[Stored data entries]
# # # # #
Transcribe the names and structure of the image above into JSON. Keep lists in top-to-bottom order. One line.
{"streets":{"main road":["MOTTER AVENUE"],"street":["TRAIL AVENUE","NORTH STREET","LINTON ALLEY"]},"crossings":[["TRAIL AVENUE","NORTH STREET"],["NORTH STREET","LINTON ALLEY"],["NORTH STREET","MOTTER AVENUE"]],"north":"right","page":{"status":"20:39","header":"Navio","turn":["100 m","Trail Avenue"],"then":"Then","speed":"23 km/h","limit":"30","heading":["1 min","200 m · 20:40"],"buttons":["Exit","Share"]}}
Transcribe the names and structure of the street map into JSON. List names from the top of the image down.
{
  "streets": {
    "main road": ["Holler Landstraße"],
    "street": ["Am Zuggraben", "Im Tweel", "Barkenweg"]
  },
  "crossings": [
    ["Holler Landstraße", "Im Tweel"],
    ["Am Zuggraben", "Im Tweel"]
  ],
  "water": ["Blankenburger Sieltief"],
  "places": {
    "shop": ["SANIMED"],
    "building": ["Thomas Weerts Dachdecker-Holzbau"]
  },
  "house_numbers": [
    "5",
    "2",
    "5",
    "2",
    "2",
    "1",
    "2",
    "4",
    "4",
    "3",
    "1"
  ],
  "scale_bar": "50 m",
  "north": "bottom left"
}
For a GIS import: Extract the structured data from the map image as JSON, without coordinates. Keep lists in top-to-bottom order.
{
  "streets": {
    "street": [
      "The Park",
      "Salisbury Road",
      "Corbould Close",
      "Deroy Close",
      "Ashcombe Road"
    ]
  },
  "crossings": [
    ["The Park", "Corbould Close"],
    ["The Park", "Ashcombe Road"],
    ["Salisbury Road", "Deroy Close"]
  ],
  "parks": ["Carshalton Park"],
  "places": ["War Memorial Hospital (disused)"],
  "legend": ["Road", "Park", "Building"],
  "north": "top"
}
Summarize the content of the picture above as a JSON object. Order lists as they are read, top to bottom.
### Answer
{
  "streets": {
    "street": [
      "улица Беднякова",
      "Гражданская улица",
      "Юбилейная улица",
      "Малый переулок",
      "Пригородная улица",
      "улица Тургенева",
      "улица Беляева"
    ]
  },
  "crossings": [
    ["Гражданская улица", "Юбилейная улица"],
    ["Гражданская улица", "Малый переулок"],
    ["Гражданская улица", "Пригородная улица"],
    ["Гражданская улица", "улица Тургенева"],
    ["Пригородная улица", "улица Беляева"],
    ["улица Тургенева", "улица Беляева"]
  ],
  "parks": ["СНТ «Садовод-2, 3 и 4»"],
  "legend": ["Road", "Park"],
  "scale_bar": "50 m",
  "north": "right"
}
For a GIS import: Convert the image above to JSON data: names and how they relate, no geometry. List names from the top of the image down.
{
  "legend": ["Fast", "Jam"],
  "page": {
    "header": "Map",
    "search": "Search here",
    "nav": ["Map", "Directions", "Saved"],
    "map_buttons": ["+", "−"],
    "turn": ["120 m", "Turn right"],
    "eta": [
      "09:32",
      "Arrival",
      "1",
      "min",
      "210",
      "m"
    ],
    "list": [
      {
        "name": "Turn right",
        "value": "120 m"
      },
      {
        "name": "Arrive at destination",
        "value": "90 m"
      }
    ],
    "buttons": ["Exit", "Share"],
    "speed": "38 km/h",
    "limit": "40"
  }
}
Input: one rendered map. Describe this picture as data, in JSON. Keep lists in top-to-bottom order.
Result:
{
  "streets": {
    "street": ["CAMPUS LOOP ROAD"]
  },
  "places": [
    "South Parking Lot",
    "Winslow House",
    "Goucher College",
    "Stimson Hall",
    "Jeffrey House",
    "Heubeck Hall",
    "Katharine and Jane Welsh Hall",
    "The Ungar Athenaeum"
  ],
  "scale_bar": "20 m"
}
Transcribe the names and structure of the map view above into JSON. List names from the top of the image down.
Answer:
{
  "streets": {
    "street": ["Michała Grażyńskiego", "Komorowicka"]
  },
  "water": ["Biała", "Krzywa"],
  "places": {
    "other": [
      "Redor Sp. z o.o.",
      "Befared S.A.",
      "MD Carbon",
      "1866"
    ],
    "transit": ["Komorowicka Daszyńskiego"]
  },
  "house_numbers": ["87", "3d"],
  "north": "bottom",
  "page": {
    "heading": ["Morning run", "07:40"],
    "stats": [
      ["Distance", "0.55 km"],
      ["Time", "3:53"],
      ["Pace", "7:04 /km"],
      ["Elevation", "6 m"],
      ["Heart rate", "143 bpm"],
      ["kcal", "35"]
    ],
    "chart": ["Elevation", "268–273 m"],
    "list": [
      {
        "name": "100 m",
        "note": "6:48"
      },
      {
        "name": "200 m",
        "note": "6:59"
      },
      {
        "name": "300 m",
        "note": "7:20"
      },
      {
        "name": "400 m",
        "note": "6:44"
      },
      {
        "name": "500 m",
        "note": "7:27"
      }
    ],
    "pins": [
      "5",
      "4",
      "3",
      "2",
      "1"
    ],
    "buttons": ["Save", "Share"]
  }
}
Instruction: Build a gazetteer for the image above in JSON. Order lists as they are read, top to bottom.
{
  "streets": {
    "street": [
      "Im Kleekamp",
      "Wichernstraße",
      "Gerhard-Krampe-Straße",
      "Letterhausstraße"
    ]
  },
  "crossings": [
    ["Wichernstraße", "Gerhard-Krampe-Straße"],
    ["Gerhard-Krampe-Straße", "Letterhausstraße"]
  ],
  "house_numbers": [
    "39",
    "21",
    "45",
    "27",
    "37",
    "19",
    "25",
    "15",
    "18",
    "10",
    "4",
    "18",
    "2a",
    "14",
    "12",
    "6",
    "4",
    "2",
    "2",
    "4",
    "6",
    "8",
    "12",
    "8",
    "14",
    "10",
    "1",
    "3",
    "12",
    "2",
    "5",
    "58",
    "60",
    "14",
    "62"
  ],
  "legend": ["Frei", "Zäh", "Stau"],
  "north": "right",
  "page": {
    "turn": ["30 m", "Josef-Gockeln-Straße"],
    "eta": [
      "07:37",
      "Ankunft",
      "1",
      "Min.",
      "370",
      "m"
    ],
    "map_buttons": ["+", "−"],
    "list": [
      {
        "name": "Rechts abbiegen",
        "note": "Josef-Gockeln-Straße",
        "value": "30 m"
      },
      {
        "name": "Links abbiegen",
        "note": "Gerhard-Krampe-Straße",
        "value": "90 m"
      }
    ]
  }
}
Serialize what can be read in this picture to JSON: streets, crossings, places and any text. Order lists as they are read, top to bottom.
# # # # #
• **Your goal**
The lines above that hold "picture" are the result; show every one of them.

• **Task solution**
Summarize the content of the picture above as a JSON object. Order lists as they are read, top to bottom.
Input: one rendered map. Describe this picture as data, in JSON. Keep lists in top-to-bottom order.
Serialize what can be read in this picture to JSON: streets, crossings, places and any text. Order lists as they are read, top to bottom.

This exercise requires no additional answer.